Il est vrai qu'ayant fait l'impasse sur cette bande de fréquences en or, et ne disposant pas encore de la bande 1800, la couverture des relais Free 4G était bien réduite, mais que quand elle était disponible, les débits étaient bien meilleurs qu'en 800 (cellules beaucoup plus petites, largeur de bande de 20MHz au lieu de 10MHz).

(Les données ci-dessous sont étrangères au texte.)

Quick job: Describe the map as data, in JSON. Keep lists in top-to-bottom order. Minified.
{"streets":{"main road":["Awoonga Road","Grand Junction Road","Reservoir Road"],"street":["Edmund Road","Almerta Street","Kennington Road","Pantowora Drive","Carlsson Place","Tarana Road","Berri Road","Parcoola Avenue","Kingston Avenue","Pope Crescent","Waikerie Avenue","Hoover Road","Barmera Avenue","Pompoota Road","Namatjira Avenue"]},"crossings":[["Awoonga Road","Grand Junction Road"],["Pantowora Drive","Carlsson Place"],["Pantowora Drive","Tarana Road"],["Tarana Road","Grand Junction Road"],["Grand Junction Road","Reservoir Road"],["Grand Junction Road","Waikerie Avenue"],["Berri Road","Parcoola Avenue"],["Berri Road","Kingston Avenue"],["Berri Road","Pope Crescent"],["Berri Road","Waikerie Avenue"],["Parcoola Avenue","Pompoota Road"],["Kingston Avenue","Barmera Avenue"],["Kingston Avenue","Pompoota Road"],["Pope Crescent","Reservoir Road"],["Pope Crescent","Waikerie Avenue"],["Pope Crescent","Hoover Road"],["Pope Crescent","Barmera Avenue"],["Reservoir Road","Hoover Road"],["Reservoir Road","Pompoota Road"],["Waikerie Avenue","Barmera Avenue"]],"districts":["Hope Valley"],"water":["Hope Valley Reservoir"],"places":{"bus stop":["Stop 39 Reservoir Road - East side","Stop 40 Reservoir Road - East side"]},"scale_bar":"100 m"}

Alors, de la fausse monnaie sur la 5G ? Et pourquoi pas de la "double fausse monnaie" ?

État des lieux sur la 5G

Avant l'attribution des fréquences dans la bande des 3,5GHz, la situation se présente comme suit :

  • la bande initialement désignée pour le support de la 5G est la celle des 700MHz.  Comme toute fréquence basse, elle permet de couvrir large, mais avec des débits limités. La neutralité des fréquences permet bien entendu de l'utiliser dès à présent pour la 4G (Free ne s'en prive pas puisqu'il n'a pas d'autre fréquence en or)... puis de la partager entre 4 et 5G, plus ou moins dynamiquement.
  • Free mobile et Orange disposent de 10MHz en 700MHz, SFR et Bouygues de 5MHz.
  • les sites LTE700 actifs au 1er juin 2020 sont de 14.857 pour Free, 1.784 pour Bouygues, 1.541 pour Orange et 425 pour SFR. Pour ces 3 derniers, l'intérêt est d'écouler un peu de trafic avec (dans de bonnes conditions même pour ceux qui n'ont que 5MHz, le parc de mobiles compatibles 700 étant nettement plus réduit) et de... préparer tranquillement l'arrivée de la 5G. Mais Free a de facto une large avance sur les équipements 700.

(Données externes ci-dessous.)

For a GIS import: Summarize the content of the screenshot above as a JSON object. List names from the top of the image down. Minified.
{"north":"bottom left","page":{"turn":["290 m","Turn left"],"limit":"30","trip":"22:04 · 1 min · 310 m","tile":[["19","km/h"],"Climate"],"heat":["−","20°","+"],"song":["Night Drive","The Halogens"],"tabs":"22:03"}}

"Dynamic Spectrum Sharing" ou DSS

Jusqu'alors, les déploiements d'une nouvelle technologie s'étaient faits sur des bandes de fréquences différentes.

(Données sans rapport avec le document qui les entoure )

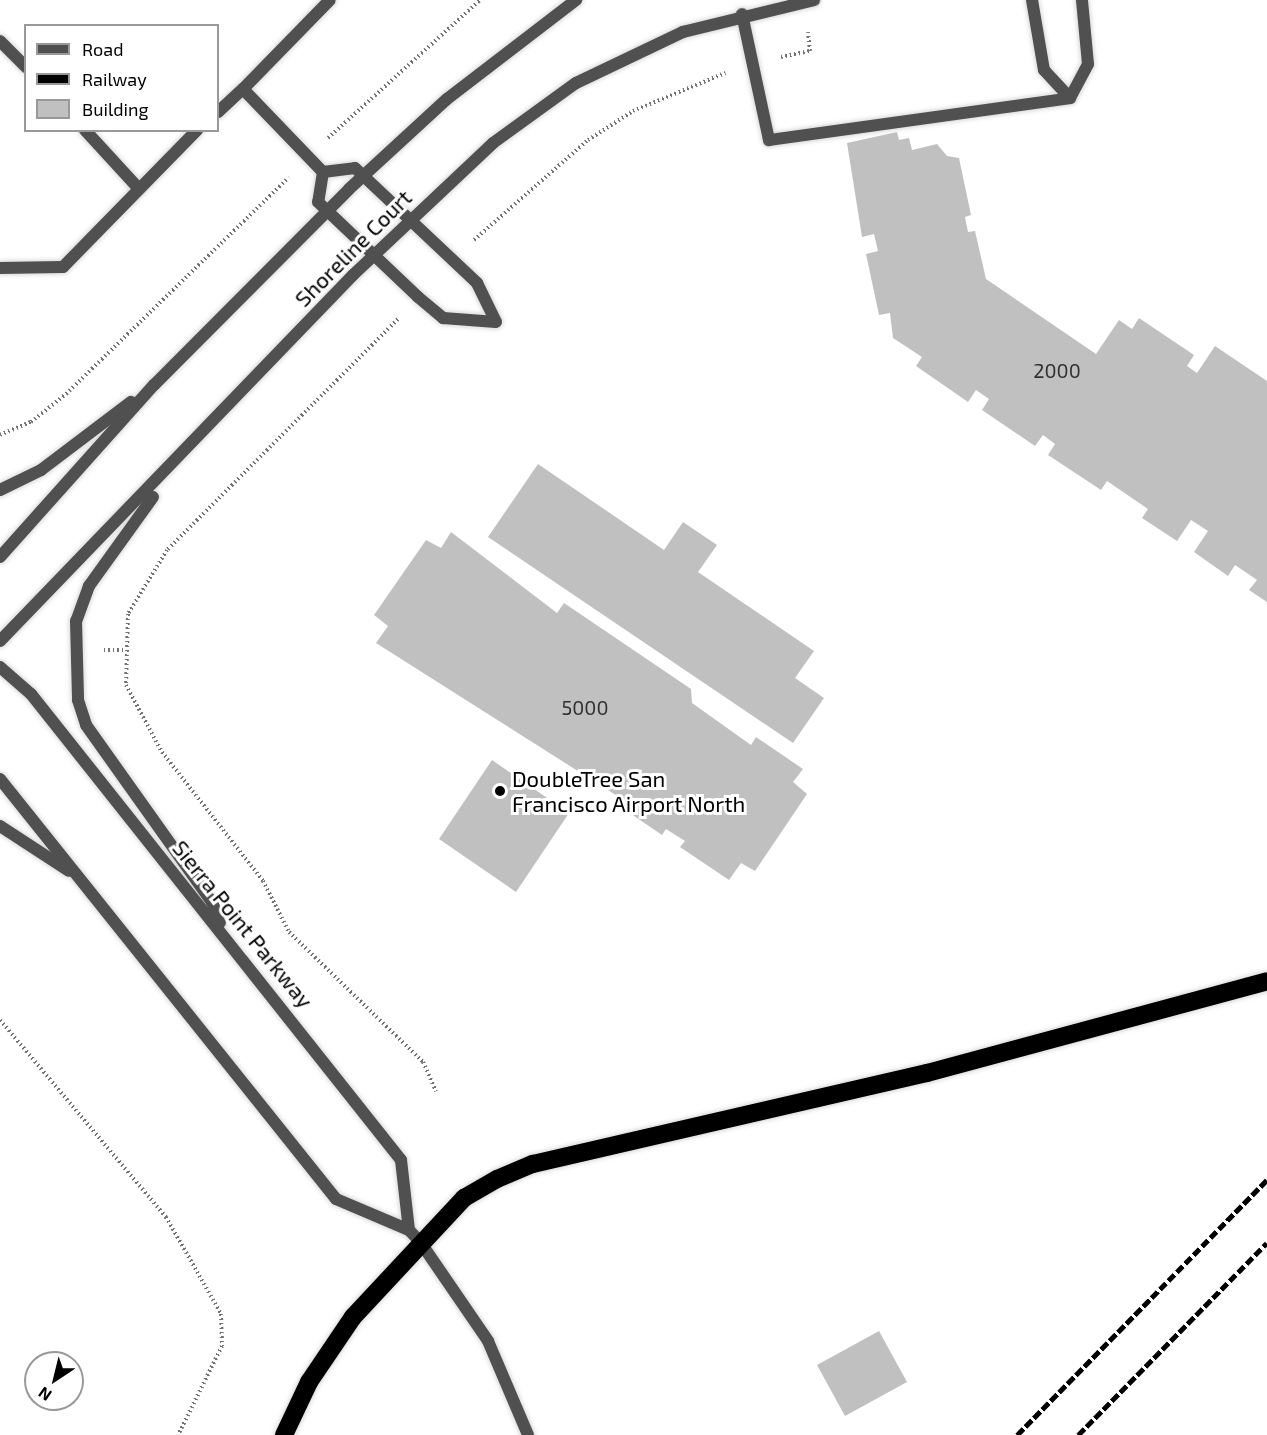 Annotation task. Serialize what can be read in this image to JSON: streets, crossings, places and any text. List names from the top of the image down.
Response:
{
  "streets": {
    "street": ["Shoreline Court", "Sierra Point Parkway"]
  },
  "places": ["DoubleTree San Francisco Airport North"],
  "house_numbers": ["2000", "5000"],
  "legend": ["Road", "Railway", "Building"],
  "north": "bottom left"
}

La 3G avait été déployée sur la nouvelle bande des 2100MHz (qui est maintenant aux 2/3 ou 3/4 dévolue à la 4G, sauf chez Free qui n'a pris au départ qu'un tiers de licence), avant de bénéficier d'une partie de la bande des 900MHz.

La 4G devait initialement être déployée uniquement en 800 et 2600 (sauf pour Free qui avait fait l'impasse sur la licence LTE800 et pour Bouygues qui avait réalisé un superbe hold-up en basculant une partie de sa bande 1800 avant les autres).

Afin de réduire les investissements des opérateurs et d'accélérer la couverture 5G, les équipementiers réseau proposent donc, sous différentes approches, le DSS (partage dynamique du spectre radio) qui permet d'affecter dynamiquement une bande de fréquences aux utilisateurs, selon la demande. Ainsi, la bande des 700MHz par exemple pourrait être utilisée simultanément par les mobiles 4G et 5G des clients de l'opérateur... et Free pourrait donc se mettre à rêver d'une couverture nationale en 5G, avec communication massive sur ce thème dans les médias.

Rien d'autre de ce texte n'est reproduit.